┌──
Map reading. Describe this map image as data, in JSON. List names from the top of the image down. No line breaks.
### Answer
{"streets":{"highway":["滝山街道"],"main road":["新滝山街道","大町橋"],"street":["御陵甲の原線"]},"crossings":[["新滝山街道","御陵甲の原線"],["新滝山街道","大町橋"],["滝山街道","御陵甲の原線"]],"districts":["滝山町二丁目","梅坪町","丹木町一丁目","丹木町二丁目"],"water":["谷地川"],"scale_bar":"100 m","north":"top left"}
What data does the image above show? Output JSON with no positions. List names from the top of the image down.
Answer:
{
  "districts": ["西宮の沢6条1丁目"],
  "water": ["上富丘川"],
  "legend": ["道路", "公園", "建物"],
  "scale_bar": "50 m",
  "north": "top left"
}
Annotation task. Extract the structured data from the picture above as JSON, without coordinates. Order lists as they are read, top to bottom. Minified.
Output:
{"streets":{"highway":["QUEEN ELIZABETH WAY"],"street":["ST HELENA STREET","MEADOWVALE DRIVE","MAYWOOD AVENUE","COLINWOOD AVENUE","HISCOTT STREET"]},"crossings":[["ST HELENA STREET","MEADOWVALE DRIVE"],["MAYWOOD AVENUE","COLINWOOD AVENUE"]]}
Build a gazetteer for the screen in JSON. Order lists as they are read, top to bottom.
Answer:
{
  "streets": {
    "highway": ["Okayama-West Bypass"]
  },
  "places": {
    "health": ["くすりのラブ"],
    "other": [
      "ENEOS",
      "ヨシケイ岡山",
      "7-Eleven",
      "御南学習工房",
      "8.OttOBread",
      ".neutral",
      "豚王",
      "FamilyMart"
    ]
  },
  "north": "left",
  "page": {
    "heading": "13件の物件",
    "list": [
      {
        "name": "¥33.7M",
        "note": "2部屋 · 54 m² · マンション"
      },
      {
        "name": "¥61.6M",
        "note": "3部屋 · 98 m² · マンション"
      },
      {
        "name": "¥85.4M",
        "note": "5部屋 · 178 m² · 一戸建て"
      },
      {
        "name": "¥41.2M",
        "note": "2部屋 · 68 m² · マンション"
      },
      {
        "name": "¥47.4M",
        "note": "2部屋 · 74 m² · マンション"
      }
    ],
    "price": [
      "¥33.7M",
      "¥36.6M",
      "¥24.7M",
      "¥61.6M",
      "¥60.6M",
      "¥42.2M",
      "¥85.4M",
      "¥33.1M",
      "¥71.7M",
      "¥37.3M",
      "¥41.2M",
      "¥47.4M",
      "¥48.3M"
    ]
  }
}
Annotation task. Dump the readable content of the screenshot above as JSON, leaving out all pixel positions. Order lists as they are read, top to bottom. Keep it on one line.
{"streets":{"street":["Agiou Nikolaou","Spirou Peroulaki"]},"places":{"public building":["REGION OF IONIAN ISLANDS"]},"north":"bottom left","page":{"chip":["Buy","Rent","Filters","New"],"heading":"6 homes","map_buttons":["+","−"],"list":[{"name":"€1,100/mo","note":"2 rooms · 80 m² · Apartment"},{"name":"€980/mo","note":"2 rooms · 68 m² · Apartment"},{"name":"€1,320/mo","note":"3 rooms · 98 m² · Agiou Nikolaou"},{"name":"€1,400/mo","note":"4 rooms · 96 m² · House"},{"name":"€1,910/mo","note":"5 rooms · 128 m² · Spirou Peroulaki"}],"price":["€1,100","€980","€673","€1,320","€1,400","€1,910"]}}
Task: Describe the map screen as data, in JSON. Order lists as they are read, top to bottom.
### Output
└──
Give back all of the entries exactly as written.

Map reading. Describe this map image as data, in JSON. List names from the top of the image down. No line breaks.
### Answer
{"streets":{"highway":["滝山街道"],"main road":["新滝山街道","大町橋"],"street":["御陵甲の原線"]},"crossings":[["新滝山街道","御陵甲の原線"],["新滝山街道","大町橋"],["滝山街道","御陵甲の原線"]],"districts":["滝山町二丁目","梅坪町","丹木町一丁目","丹木町二丁目"],"water":["谷地川"],"scale_bar":"100 m","north":"top left"}
What data does the image above show? Output JSON with no positions. List names from the top of the image down.
Answer:
{
  "districts": ["西宮の沢6条1丁目"],
  "water": ["上富丘川"],
  "legend": ["道路", "公園", "建物"],
  "scale_bar": "50 m",
  "north": "top left"
}
Annotation task. Extract the structured data from the picture above as JSON, without coordinates. Order lists as they are read, top to bottom. Minified.
Output:
{"streets":{"highway":["QUEEN ELIZABETH WAY"],"street":["ST HELENA STREET","MEADOWVALE DRIVE","MAYWOOD AVENUE","COLINWOOD AVENUE","HISCOTT STREET"]},"crossings":[["ST HELENA STREET","MEADOWVALE DRIVE"],["MAYWOOD AVENUE","COLINWOOD AVENUE"]]}
Build a gazetteer for the screen in JSON. Order lists as they are read, top to bottom.
Answer:
{
  "streets": {
    "highway": ["Okayama-West Bypass"]
  },
  "places": {
    "health": ["くすりのラブ"],
    "other": [
      "ENEOS",
      "ヨシケイ岡山",
      "7-Eleven",
      "御南学習工房",
      "8.OttOBread",
      ".neutral",
      "豚王",
      "FamilyMart"
    ]
  },
  "north": "left",
  "page": {
    "heading": "13件の物件",
    "list": [
      {
        "name": "¥33.7M",
        "note": "2部屋 · 54 m² · マンション"
      },
      {
        "name": "¥61.6M",
        "note": "3部屋 · 98 m² · マンション"
      },
      {
        "name": "¥85.4M",
        "note": "5部屋 · 178 m² · 一戸建て"
      },
      {
        "name": "¥41.2M",
        "note": "2部屋 · 68 m² · マンション"
      },
      {
        "name": "¥47.4M",
        "note": "2部屋 · 74 m² · マンション"
      }
    ],
    "price": [
      "¥33.7M",
      "¥36.6M",
      "¥24.7M",
      "¥61.6M",
      "¥60.6M",
      "¥42.2M",
      "¥85.4M",
      "¥33.1M",
      "¥71.7M",
      "¥37.3M",
      "¥41.2M",
      "¥47.4M",
      "¥48.3M"
    ]
  }
}
Annotation task. Dump the readable content of the screenshot above as JSON, leaving out all pixel positions. Order lists as they are read, top to bottom. Keep it on one line.
{"streets":{"street":["Agiou Nikolaou","Spirou Peroulaki"]},"places":{"public building":["REGION OF IONIAN ISLANDS"]},"north":"bottom left","page":{"chip":["Buy","Rent","Filters","New"],"heading":"6 homes","map_buttons":["+","−"],"list":[{"name":"€1,100/mo","note":"2 rooms · 80 m² · Apartment"},{"name":"€980/mo","note":"2 rooms · 68 m² · Apartment"},{"name":"€1,320/mo","note":"3 rooms · 98 m² · Agiou Nikolaou"},{"name":"€1,400/mo","note":"4 rooms · 96 m² · House"},{"name":"€1,910/mo","note":"5 rooms · 128 m² · Spirou Peroulaki"}],"price":["€1,100","€980","€673","€1,320","€1,400","€1,910"]}}
Task: Describe the map screen as data, in JSON. Order lists as they are read, top to bottom.
### Output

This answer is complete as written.